• **Exercise goal**
Among the entries below, how many lines contain the string "linecap"? Only the number is wanted.

===== Record set

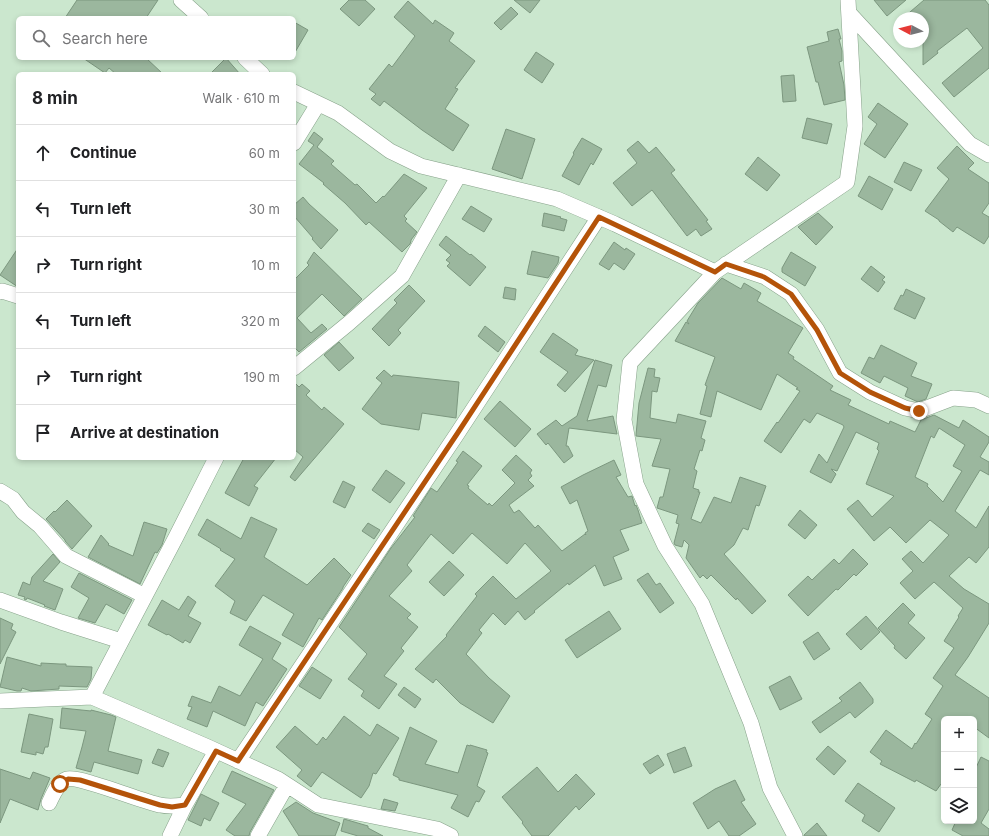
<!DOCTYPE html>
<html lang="en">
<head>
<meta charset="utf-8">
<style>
	body { margin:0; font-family:Inter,sans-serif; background:#f6f6f6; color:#202124 }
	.controls { position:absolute; right:12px; bottom:12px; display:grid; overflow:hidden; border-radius:6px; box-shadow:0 2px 6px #0003 }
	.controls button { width:36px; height:36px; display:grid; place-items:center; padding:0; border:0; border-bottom:1px solid #e0e0e0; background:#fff; color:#202124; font:20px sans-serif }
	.compass { position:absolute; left:893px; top:12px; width:36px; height:36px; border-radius:50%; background:#fff; box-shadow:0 2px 6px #0003; rotate:277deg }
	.stop { position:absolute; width:12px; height:12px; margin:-9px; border:3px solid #b45309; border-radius:50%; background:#fff }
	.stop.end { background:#b45309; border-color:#fff; box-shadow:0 1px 4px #0008 }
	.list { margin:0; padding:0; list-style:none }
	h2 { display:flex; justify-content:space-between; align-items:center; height:52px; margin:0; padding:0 16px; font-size:17px }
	h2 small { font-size:13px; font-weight:400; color:#757577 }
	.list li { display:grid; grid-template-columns:26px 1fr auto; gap:12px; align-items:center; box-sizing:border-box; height:56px; padding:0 16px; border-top:1px solid #e0e0e0 }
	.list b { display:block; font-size:15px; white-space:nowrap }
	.list em { font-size:13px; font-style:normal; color:#757577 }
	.icon { flex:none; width:22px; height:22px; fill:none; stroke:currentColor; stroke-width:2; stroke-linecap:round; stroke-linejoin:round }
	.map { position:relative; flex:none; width:989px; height:836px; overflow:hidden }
	.search { position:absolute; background:#fff; box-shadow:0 2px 6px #0003; left:16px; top:16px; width:280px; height:44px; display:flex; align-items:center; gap:10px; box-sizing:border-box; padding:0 14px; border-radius:6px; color:#757577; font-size:15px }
	.panel { position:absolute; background:#fff; box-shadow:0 2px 6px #0003; left:16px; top:72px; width:280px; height:388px; border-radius:6px }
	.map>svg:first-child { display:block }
	.building { fill:#9bb79e; stroke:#7c977f; fill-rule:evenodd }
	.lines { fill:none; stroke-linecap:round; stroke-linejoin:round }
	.street-casing { stroke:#87a28a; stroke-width:16 }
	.street { stroke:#fff; stroke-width:15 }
	.route { stroke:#b45309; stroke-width:5 }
</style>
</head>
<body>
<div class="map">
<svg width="989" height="836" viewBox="0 0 989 836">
	<rect width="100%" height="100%" fill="#cbe7ce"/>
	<path class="building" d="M77 0H158L146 18H65Z
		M349 0H365L375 9 359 26 340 9Z
		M514 0H540L530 13Z
		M874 0H906L887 16Z
		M924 0H985L989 5V68L954 97 942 83 983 48 967 28 937 51 938 53 923 65V18H903Z
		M408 1 433 24 435 20 454 33 449 41 475 61 455 88 458 89 445 109 469 125 453 151 422 130 384 101 380 106 371 99 376 94 369 89 389 64 392 67 415 36 394 17Z
		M511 7 518 14 501 30 494 23Z
		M294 22 308 30 294 54Z
		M838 29 841 39H839L842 51V61L839 62 844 85 845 100 824 105 818 82H816L807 47 829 41 827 32Z
		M536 52 554 64 542 83 524 70Z
		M83 58H146L163 74H116L109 68 105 73Z
		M226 58 240 74H210Z
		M794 75 796 101 783 102 781 76Z
		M878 103 908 124 885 158 864 144 877 124 868 117Z
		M807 118 832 124 827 144 802 138Z
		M506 129 535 139 522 179 492 169Z
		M314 132 323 139 317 147 334 161 331 164 355 185 357 184 376 203 383 196 384 197 404 174 427 188 404 216 407 219 405 221 417 232 411 240V241L410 244 402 252 369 222 366 225 345 203 323 184 324 183 299 164 314 145 308 141Z
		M582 138 602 149 593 165 591 163 579 185 562 176 574 154 573 153Z
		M638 141 649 153 656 147 675 170 671 173 708 220 706 221 712 229 701 236 696 229 687 236 652 190 632 206 613 183 637 163 627 150Z
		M957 146 974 163 968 169 989 183V203L982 213 989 217V236L984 244 957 227 953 232 939 221V220L925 211 949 179 937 168Z
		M758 157 780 175 767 191 745 174Z
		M904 162 922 170 911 191 894 182Z
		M869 176 893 189 882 210 858 196Z
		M303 197 309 204 338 230 321 249 312 239 313 238 294 216V205Z
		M471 206 492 219 484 232 462 219Z
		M544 213 561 217 560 218 567 220 564 231 542 226Z
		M818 213 833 227 816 245 798 227Z
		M446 236 470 255 471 254 486 267 470 286 447 266 450 263 446 260 451 255 439 245Z
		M614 242 625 250 626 248 635 254 624 270 614 263 609 270 599 264Z
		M18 248V287L0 275Z
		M532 251 559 257 558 263 548 278 527 274Z
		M314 252 362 299 344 316 322 294 297 318 311 333 322 324 327 329 299 352 294 347V280L309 265 307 263Z
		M791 252 816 267 805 286 782 272V268Z
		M871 266 885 277 882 280 885 282 878 292 861 279Z
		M722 278 741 289 744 283 761 293 757 301 803 328 788 353 794 357 793 359 833 386 830 390 851 400 848 405 889 424 890 421 915 432 921 420 934 415 959 428 963 420 989 437V442L980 457 989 462V475L980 470 955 511 976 528 989 506V547L976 563 969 557 949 576 964 589 989 604V623L968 657 955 675 989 698V738L974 727V719H944V786L941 784 936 791 916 780 915 782 880 764 882 761 870 752 886 730 912 749 915 743 916 744 932 719 925 714 943 686 933 678 954 648 944 641 959 617 958 616 963 608 934 582 915 599 900 583 913 571 902 559 911 551 923 563 949 535 930 520 906 543 890 527 874 541 847 509 858 500 872 517 894 496 866 484 879 451 877 449 879 443 856 432 837 471 831 469 836 474 831 483 810 472 819 454 827 463 844 427 843 425 817 413 810 423 804 419 781 453 764 441 777 422 778 423 800 391 796 389 798 388 777 374 761 410 717 391 711 417 700 414 707 386 705 385 715 357 675 341 686 322 689 324 687 321 698 303ZM939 428 965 445 953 466 962 471 943 502 927 486 928 484 915 477 931 436 934 438Z
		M409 285 425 301 398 330 401 333 389 346 372 329 397 303 394 300Z
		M505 287 516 289 515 300 503 298Z
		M906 289 925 298 915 319 894 309 901 295 903 296Z
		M485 326 505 342 498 352 478 336Z
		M553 333 578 350 575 355 594 360 565 392 557 385 568 372 540 352Z
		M339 342 354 358 339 371 324 355Z
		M881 345 917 363 911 376 932 384 926 399 918 402 905 396 908 388 884 376 880 383 861 373 869 357 874 359Z
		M595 360 612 365 606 387 598 385 587 421 613 416 617 434 569 428 566 446H568L573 456 564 463 548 443 546 445 537 434 556 420 562 426 577 416Z
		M648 368 655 369 654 377 660 378 657 392 652 391 650 418 676 423 678 414 706 421 701 438 705 440 702 451 700 450 694 469 697 471 693 488 699 490 698 492H700L691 519 701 523 714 497 731 503 740 477 766 486 759 506 756 505 748 530 743 528 734 545 724 554 766 601 752 614 737 598 736 600 711 575 707 579 703 575 700 578 686 558 689 545 684 540 682 547 675 545 674 543 679 524 676 523 678 515 657 508 660 497H663L670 469 652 466 661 439 636 436V435L639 403Z
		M384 370 392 377 393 375 459 382 456 418 422 413 419 430 381 424 362 409 382 383 376 378Z
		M294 382 299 387 302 384 310 391 306 395 322 410 324 407 344 424 295 481 290 477 303 457 294 449Z
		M500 401 531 429 515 447 484 419Z
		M463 451 482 466 467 485 469 486 468 488 488 505 489 503 492 506 515 483 502 470 516 455 532 470 530 473 532 476 528 480 534 486 509 505 514 513 519 510 535 528 538 525 562 551 585 534 586 535 585 533 588 531 577 500 570 504 561 487 583 475 614 460 621 475 616 477 628 497 632 496 635 506 636 505 638 510 642 523 620 530 629 550 613 557 622 579 604 586 595 565 569 585 568 583 534 611 535 612 525 620 518 611 505 625 493 613 479 630 482 633 466 654 489 678 510 696 493 723 460 703 436 679 433 683 415 669 447 636 446 635 477 596 475 594 493 576 516 599 551 571 525 543 507 564 472 533 453 554 431 534 407 565 412 571 389 596 411 614 407 618 418 627 401 648 404 651 384 676 397 684 379 709 361 696 364 691 348 679 367 654 339 627 391 548 415 517 413 516 431 488 437 492 458 462 456 461Z
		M244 458H276L254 486 258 488 249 506 225 493Z
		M386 470 405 483 390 503 372 490Z
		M343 481 355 487 345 508 333 502Z
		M67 500 92 526 72 549 65 541V540L46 519 54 511 55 512Z
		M800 510 817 525 805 539 788 525Z
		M251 517 277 529 264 557 307 585 334 558 351 575 343 587V588L322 620 319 618 303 647 282 635 294 614 263 595 246 621 230 613 235 601 215 586 235 559 220 550 221 549 198 535 207 519 241 539Z
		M144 522 167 529 162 545 157 553 155 552 140 584 88 557 101 535 109 544 108 545 133 556Z
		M368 523 380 530 374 539 362 531Z
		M853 549 868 564 856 576 854 574 838 590 836 589 808 616 788 595 808 576 812 580 834 559 839 564Z
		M53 554 60 562 43 581 63 589 55 610 44 606 45 605 27 598 26 600 24 599 25 597 18 595 23 582 30 585 32 577Z
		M449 561 464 575 444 596 429 582Z
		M79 573 132 600 124 614 106 604 95 623 78 618 89 598 71 587Z
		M648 573 656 585 660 583 674 603 660 613 637 580Z
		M188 596 196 602 188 616 201 623 190 643 185 640 183 643 168 634 167 635 148 625 162 600 179 610Z
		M903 603 915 615 908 623 925 638 906 659 894 648 895 646 878 628Z
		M609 611 621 629 577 658 565 640Z
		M866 616 880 632 861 650 846 634Z
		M0 618 13 624 11 629 16 632 0 664Z
		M250 626 281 643 272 659 287 669 263 706 256 702 245 726 213 711 207 727 187 719 192 707 188 706 192 696 211 703 219 686 240 696 263 659 239 645Z
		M818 632 830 649 814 660 803 642Z
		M7 657 41 666V663L60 664H66V666L92 667 91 679 87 687 59 686V689L31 691 22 688 21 691H17L0 687Z
		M312 667 332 680 320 699 299 686Z
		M790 676 802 699 780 710 769 687Z
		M860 682 873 699V703L855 718 850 712 820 733 812 722 842 701 839 698Z
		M404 687 421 699 415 708 398 695Z
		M62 708 91 711V710L111 715 116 717 108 751 142 760 138 774 94 762 91 772 76 768 82 747 86 731 60 728Z
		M29 714 53 719 48 747H45L43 754 36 752V755L21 752Z
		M344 716 370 736 377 724 399 738 376 774 373 773 369 786 361 798 322 772 311 787 297 776 302 770 276 747 295 726 317 745 323 737 326 740Z
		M410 727 437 741 425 764 458 773 467 745 470 746V745L487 750 486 752 488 753 477 786 485 791 479 802 476 801 468 817 451 808 458 795 399 780V778L393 775Z
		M828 746 846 761 834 775 816 759Z
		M685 747 692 766 674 773 667 754Z
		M158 749 169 753 163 767 152 763Z
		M658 755 664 765 650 774 643 764Z
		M981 757 989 761V809L981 823 989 829V836H963L952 830 956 821H974V772Z
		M537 767 558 792 576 774 595 794 579 810 576 806 548 836H532L522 823 523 822 502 797Z
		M0 769 30 779 33 772 50 778 41 799 38 810 10 799 0 823Z
		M232 771 274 790 250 832 249 836H235L226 830 246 804 222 792Z
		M735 780 745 800 741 802 756 824 739 836H729L719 821 708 829 693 803 715 789Z
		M858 783 895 808 879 832 862 821 865 815 845 801Z
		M201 794 219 803 210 821 204 818 201 826 188 820Z
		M384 799 398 803 395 811 381 809Z
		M296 802 313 813 340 823 335 836H299L283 811Z
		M344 819 368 826V828L383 836H358L341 831Z
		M817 823 827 836H804V835Z"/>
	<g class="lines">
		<defs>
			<path id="street" d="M181 0 201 18
				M849 13 970 144 989 155
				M245 58 262 74
				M294 92 338 113 390 151 421 166 557 199 615 224 715 272
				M294 143 318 104
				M726 264 765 277 791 294 817 330 840 373 870 392 905 408 919 411 953 398 976 400 989 406
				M0 292 2 291 18 296
				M294 368 349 323 402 276 459 175
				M0 491 13 499 23 512 40 526 66 556 145 596
				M0 600 61 622 121 641
				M92 697 176 537 216 458
				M0 701 92 697 208 747 278 779 318 805 437 829 451 836
				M238 761 457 434 599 217
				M49 803C53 795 57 783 67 779 78 775 143 802 160 805 169 807 176 806 185 805
				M170 836 185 805 216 751
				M258 836 287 785
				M795 836 770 788 751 723 702 604 665 546 636 484 624 420 630 363 715 272 847 182 855 126 848 0"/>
		</defs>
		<use href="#street" class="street-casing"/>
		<use href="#street" class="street"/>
	</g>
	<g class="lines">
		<path class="route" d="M60 784 68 779 80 780 160 805 172 807 185 805 216 751 238 761 457 434 599 217 715 272 726 264 764 277 791 294 817 330 840 373 870 392 905 408 919 411"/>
	</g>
</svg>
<div class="controls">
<button>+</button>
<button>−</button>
<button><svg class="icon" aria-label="layers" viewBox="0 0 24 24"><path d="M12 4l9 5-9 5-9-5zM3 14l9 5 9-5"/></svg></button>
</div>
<svg class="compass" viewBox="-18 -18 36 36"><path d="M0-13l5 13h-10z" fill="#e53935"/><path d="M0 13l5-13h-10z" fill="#757577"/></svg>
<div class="stop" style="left:60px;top:784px"></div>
<div class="stop end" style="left:919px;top:411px"></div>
<div class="search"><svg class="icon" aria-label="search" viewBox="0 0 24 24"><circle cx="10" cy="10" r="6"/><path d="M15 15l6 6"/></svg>Search here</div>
<section class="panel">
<h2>8 min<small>Walk · 610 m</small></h2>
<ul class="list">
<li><svg class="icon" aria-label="ahead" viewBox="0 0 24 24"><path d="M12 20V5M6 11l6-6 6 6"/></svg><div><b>Continue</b></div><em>60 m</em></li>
<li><svg class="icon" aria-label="left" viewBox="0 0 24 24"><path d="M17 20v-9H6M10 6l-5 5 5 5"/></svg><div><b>Turn left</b></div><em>30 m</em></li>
<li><svg class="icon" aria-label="right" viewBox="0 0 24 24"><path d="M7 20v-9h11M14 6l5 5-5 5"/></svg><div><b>Turn right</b></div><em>10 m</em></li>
<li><svg class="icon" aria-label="left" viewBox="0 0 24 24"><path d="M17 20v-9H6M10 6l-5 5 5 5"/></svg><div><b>Turn left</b></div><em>320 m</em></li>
<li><svg class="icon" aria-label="right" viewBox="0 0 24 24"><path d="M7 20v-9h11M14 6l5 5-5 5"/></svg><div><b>Turn right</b></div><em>190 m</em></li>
<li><svg class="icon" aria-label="arrive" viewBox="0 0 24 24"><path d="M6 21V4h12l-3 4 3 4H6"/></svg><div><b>Arrive at destination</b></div></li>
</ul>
</section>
</div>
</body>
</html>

==========

• **Task solution**
2